Native electron capture dissociation displayed promise as a new technique for elucidating iron binding interactions when it was first presented in 2003. However, no examples beyond the original cytochrome c dimer have since been described.[11,12,14] Here, we demonstrate a second system displaying the NECD phenomenon, the ∼490 kDa protein complex ferritin. Leveraging information from FIRE-assisted dissociation and gas-phase isolation/dissociation, we show that the resulting fragments are predominantly NECD type c-ions, undergo asymmetric charge partitioning, and can be formed in the electrospray droplet or in the gas phase upon collisional or infrared activation. The formation of NECD products, postulated here to be liberated from previously unfolded monomers, could be further probed with future experiments using electron capture dissociation, which has been used to monitor structural changes in other gaseous protein complexes like the hemoglobin tetramer.[45]
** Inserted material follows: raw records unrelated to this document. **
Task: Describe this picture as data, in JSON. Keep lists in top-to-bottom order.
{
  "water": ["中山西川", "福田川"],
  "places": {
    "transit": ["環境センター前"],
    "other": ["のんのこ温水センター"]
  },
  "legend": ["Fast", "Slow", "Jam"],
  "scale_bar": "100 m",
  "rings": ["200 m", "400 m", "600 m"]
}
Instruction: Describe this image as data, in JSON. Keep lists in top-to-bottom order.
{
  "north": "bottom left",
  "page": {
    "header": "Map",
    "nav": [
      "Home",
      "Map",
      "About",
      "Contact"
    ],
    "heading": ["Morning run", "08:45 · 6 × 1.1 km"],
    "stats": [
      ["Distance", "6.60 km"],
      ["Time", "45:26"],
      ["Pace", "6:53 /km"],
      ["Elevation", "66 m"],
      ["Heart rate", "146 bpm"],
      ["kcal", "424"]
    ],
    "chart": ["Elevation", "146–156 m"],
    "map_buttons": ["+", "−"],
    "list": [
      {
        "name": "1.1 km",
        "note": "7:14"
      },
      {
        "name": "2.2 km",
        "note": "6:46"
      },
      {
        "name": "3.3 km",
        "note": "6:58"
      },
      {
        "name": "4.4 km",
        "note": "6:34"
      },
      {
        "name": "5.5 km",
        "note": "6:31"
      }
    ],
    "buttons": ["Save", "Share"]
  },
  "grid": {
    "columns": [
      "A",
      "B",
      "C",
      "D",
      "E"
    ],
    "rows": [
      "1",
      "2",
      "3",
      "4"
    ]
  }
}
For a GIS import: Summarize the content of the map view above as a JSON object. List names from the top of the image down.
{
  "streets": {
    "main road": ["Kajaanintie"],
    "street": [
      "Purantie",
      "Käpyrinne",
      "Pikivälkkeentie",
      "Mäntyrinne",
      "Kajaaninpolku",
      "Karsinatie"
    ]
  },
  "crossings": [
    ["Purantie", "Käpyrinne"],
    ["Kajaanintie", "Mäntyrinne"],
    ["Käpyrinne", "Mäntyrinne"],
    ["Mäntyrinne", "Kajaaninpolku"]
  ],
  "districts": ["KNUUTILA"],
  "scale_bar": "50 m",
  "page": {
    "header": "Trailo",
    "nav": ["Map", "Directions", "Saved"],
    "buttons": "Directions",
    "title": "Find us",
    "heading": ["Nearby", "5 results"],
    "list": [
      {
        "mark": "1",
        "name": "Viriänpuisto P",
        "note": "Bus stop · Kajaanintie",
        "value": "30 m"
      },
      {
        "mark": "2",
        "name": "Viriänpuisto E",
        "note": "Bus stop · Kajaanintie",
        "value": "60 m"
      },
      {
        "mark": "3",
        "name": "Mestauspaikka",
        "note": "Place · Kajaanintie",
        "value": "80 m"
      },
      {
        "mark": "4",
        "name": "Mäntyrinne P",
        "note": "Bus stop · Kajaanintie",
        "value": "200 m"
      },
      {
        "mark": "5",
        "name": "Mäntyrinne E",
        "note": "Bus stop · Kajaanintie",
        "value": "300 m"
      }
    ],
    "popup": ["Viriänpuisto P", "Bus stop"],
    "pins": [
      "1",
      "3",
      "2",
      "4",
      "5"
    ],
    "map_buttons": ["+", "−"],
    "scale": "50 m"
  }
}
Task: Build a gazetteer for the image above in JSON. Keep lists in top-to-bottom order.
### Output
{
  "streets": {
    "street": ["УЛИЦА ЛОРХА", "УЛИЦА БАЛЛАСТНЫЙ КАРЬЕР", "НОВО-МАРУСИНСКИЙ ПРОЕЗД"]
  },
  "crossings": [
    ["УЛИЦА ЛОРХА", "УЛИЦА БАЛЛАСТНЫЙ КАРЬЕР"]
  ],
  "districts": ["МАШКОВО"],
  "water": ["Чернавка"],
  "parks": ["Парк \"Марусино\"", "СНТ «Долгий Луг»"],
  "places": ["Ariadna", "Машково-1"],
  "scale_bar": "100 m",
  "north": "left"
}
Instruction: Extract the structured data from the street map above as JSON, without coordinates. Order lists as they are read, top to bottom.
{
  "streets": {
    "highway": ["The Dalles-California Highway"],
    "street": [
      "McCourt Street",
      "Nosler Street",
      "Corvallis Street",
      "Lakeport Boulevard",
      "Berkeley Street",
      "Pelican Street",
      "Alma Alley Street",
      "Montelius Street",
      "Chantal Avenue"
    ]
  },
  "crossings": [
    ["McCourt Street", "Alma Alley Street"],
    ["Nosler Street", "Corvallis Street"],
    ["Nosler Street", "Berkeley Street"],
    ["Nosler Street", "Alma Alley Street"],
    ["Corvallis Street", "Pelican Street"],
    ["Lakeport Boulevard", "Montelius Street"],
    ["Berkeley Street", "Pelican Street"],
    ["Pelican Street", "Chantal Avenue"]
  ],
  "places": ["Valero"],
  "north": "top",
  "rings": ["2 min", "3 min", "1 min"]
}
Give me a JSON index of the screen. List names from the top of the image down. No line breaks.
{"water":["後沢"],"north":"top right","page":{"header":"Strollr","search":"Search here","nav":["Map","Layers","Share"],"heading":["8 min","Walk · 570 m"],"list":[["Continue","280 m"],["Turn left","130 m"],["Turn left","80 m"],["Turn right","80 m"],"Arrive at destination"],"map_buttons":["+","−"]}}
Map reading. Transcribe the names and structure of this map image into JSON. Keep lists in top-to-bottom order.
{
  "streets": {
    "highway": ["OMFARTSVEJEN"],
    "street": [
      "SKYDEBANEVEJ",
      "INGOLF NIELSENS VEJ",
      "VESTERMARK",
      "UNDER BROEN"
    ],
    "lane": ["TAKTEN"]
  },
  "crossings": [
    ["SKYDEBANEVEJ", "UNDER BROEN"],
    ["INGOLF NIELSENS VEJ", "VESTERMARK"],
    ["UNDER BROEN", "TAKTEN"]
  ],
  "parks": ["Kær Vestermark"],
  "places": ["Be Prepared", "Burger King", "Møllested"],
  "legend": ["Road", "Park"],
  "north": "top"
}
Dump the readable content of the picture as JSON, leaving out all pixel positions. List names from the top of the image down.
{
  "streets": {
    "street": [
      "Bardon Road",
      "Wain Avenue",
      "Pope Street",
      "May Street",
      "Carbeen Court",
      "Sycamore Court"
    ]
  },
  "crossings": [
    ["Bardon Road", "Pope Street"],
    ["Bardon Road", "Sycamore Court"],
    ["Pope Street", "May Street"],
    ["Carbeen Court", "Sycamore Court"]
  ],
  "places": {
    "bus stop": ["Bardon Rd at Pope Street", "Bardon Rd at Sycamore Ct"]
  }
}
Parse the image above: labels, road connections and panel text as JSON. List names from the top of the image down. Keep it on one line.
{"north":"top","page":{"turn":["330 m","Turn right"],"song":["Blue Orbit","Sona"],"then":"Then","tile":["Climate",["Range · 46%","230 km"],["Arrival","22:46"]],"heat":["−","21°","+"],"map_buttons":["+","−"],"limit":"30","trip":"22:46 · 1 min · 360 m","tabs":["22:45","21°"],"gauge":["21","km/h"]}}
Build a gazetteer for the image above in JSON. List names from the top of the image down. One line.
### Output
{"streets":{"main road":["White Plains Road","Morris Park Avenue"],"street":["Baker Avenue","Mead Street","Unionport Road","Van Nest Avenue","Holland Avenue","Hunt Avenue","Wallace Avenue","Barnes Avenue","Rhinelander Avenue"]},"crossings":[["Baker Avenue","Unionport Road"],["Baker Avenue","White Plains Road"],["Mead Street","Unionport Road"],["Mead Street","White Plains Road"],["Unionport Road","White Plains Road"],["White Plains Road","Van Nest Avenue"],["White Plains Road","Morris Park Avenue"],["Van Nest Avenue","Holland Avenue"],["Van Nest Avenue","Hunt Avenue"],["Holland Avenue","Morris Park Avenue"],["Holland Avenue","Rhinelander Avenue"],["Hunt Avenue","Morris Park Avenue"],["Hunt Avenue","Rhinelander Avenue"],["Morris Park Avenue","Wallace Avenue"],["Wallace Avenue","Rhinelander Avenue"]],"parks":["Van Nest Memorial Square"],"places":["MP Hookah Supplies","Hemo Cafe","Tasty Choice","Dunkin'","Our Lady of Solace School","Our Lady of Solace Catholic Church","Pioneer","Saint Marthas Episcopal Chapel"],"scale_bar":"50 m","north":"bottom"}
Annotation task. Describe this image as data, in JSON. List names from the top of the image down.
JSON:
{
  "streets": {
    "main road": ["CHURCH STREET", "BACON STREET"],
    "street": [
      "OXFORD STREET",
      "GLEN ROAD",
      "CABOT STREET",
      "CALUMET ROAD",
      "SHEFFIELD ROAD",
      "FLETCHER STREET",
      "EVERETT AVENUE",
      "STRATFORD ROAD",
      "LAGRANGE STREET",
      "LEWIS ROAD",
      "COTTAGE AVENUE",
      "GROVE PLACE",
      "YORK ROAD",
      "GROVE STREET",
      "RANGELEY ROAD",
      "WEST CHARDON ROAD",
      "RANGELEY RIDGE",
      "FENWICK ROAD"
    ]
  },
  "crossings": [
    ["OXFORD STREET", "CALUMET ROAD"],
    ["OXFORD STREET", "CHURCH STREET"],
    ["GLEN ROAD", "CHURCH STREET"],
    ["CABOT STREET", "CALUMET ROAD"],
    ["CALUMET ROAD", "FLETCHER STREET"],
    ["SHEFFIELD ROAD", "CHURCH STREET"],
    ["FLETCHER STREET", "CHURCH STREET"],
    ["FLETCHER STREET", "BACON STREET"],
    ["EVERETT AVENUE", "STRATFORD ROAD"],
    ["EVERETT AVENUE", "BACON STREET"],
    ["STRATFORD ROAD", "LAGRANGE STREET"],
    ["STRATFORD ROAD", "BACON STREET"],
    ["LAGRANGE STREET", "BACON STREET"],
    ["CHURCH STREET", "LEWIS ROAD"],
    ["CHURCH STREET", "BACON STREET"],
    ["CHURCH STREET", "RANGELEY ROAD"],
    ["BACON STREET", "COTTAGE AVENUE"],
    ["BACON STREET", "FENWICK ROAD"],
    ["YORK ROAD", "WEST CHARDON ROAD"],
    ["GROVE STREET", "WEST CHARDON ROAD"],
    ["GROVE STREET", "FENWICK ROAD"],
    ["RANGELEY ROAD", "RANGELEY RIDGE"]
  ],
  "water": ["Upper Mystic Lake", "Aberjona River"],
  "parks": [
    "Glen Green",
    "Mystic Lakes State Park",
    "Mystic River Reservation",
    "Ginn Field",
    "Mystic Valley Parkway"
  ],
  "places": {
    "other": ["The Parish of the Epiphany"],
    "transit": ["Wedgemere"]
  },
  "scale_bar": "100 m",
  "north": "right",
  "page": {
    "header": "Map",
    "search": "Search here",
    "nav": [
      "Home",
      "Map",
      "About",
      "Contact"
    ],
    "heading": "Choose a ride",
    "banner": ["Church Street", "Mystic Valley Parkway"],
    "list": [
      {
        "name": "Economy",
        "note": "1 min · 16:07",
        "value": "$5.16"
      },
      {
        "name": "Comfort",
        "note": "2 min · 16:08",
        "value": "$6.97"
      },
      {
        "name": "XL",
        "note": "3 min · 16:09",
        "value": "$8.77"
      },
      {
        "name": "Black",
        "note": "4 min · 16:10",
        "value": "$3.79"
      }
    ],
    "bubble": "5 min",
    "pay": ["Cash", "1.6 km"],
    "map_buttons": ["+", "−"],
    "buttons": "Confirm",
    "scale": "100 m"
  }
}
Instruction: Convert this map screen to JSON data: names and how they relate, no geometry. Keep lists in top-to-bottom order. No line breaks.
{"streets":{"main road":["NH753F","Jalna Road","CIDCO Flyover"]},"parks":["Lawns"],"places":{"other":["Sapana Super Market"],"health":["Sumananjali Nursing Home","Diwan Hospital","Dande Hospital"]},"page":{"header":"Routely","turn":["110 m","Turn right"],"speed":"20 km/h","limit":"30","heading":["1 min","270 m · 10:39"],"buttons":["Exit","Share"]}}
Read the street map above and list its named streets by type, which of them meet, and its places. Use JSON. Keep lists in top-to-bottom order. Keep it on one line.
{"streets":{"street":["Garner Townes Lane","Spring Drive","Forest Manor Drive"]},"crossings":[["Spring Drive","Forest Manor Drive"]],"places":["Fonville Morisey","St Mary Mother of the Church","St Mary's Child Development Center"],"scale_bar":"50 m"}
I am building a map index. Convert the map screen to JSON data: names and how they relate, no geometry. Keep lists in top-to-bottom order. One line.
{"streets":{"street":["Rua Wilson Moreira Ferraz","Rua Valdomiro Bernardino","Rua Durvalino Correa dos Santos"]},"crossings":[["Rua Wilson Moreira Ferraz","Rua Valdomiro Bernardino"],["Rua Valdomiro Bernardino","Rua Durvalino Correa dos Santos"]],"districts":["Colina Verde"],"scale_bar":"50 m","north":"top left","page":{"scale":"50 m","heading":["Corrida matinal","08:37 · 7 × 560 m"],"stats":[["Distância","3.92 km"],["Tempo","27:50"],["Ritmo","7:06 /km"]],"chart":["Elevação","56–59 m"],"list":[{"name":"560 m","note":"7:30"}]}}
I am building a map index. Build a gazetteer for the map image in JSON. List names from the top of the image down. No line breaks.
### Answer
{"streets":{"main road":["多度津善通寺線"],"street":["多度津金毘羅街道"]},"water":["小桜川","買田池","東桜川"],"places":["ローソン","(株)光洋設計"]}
When mapped on the crystal structure of the all L-chain ferritin, prevalent NECD fragments indicated significant iron binding at the loop-pocket and 3-fold axis regions. These residues are not implicated in the catalytic process of ferritin but instead correspond to channels which mediate iron ion transport into the protein cage. Future applications of NECD could therefore probe the migration of iron and potentially other metals through the ferritin iron-binding channels and would require orders-of-magnitude less sample than crystallography experiments. While the applicability of NECD remains limited to two protein complexes, its readout of iron-binding channels provides a high potential for the targeted analysis of perturbations in these and potentially other systems.